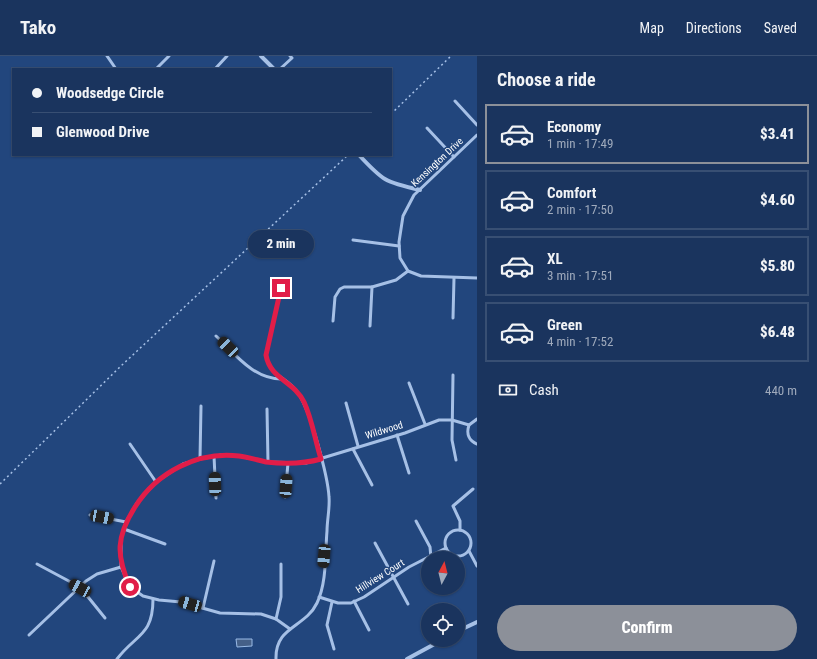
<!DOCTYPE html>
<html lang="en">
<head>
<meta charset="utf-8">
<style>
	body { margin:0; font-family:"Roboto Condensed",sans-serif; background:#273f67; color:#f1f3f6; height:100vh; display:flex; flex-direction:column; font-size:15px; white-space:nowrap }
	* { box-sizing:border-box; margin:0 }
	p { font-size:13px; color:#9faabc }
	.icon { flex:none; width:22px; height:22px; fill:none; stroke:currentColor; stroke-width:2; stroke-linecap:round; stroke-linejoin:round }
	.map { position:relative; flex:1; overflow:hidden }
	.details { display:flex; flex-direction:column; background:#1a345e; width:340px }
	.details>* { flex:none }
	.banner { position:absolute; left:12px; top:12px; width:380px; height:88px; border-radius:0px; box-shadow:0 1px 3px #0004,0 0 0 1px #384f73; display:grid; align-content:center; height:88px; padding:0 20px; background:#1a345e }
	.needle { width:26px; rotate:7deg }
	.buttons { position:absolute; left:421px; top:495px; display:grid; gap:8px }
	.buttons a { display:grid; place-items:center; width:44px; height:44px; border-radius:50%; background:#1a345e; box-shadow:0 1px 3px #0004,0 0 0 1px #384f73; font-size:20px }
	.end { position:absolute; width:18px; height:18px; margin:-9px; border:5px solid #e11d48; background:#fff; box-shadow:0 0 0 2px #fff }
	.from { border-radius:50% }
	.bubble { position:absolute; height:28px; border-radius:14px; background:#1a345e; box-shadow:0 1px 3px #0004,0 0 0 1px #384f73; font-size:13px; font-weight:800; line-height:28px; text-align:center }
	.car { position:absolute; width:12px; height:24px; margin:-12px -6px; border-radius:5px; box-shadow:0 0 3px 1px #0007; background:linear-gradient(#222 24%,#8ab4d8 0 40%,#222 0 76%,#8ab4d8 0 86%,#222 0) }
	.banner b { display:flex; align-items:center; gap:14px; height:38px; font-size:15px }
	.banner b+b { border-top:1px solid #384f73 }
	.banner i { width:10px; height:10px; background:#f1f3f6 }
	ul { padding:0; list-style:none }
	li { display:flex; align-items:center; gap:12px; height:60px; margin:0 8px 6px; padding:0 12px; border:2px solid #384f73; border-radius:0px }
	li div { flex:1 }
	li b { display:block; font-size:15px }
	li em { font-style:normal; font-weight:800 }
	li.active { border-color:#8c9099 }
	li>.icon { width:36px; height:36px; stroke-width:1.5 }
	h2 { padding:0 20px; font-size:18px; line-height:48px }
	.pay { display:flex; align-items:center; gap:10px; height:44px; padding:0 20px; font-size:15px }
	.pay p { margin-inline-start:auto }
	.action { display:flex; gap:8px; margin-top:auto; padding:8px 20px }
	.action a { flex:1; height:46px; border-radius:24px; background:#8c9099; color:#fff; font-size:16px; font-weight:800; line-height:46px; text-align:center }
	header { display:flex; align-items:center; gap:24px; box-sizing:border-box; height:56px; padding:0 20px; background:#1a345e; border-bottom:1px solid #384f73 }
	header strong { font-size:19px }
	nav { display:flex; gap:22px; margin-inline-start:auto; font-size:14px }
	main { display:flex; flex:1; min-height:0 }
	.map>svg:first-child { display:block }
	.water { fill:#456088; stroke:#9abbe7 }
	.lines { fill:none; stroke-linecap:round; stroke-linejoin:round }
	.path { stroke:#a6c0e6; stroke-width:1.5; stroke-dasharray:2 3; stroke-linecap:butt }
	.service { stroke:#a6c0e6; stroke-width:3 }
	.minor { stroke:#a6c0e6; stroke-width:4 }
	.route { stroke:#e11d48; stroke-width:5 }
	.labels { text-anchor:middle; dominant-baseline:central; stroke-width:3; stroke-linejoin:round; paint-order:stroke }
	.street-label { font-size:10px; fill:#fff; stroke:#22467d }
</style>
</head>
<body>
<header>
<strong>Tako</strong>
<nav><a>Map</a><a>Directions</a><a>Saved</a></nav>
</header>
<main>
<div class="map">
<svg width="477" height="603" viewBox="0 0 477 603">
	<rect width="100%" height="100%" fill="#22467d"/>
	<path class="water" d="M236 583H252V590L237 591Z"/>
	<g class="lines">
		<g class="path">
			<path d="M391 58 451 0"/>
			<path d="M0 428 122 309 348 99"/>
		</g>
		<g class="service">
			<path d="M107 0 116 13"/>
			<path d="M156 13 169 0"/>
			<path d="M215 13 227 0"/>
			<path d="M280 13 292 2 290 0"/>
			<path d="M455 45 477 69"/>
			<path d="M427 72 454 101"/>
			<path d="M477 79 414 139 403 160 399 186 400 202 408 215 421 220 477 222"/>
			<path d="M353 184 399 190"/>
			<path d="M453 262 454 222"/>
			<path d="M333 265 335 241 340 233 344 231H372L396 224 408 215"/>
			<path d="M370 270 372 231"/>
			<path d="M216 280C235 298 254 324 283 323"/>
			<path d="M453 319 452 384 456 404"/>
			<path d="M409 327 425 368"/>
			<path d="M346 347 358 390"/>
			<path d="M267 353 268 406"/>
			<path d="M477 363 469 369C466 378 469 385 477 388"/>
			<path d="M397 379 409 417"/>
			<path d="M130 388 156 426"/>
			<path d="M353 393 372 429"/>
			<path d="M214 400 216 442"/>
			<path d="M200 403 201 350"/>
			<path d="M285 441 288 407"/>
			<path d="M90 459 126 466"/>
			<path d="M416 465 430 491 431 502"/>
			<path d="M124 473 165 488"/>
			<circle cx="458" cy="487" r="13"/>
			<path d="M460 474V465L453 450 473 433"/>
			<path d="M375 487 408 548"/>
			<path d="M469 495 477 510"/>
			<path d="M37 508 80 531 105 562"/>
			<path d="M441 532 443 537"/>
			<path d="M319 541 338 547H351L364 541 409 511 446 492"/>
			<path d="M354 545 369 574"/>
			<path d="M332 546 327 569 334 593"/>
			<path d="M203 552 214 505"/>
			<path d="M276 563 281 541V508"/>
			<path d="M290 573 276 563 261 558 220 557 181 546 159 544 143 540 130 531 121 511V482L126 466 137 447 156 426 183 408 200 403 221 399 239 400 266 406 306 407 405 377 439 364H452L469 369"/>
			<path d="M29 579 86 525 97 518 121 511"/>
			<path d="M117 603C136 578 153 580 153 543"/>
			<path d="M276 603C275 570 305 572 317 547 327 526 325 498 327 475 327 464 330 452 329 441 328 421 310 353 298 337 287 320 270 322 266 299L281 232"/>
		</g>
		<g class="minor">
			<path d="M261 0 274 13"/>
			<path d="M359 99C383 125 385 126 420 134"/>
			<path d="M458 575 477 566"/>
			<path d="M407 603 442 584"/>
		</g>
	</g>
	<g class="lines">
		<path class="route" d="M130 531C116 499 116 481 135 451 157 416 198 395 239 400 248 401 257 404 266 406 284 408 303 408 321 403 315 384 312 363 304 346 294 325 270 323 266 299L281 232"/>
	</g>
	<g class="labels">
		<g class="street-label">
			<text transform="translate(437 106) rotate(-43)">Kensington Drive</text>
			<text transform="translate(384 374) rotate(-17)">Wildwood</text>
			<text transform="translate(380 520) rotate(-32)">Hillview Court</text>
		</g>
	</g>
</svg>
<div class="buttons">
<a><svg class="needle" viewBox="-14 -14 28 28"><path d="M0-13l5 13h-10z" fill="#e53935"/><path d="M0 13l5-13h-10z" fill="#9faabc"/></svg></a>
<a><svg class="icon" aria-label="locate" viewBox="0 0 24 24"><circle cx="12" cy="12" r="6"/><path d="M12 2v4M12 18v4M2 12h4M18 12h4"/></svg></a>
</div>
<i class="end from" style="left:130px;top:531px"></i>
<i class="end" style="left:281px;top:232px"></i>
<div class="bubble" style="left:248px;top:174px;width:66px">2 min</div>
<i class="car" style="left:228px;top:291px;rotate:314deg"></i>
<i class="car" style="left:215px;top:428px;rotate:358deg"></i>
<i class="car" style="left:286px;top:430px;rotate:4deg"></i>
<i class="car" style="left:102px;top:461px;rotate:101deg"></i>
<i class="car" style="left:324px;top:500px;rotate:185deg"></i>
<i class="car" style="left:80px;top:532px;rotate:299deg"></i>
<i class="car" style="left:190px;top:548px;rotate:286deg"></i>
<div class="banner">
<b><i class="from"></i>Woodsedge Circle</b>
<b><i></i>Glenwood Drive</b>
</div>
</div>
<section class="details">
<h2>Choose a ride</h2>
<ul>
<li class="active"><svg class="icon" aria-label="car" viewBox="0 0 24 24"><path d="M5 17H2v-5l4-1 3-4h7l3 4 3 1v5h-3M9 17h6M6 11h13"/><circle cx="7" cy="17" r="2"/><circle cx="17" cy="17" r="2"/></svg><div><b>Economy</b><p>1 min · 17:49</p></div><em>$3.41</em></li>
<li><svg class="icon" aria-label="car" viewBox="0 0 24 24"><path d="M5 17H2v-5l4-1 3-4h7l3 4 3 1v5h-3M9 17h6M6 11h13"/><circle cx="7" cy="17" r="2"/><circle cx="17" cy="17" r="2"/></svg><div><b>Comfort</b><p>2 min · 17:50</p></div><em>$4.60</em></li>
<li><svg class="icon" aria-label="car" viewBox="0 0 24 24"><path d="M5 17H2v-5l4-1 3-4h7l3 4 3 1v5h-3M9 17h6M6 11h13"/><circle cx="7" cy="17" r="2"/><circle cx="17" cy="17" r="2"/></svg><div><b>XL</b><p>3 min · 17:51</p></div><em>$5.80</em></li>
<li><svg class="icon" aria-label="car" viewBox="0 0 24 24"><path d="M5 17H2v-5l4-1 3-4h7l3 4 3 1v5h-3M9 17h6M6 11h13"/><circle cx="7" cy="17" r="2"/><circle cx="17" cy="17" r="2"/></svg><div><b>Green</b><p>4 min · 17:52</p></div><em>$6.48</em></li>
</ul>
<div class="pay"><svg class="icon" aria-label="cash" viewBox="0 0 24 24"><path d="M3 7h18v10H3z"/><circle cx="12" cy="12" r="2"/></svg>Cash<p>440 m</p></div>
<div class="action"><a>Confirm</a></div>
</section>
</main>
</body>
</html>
------------------------------
*PROBLEM TO SOLVE*: Could you restate word for word the lines above, from the one that contains "display:flex; align-items:center; gap:12px;" through the one that contains "display:flex; align-items:center; gap:10px;", and no others?

*OUTPUT OF THE TASK*:
	li { display:flex; align-items:center; gap:12px; height:60px; margin:0 8px 6px; padding:0 12px; border:2px solid #384f73; border-radius:0px }
	li div { flex:1 }
	li b { display:block; font-size:15px }
	li em { font-style:normal; font-weight:800 }
	li.active { border-color:#8c9099 }
	li>.icon { width:36px; height:36px; stroke-width:1.5 }
	h2 { padding:0 20px; font-size:18px; line-height:48px }
	.pay { display:flex; align-items:center; gap:10px; height:44px; padding:0 20px; font-size:15px }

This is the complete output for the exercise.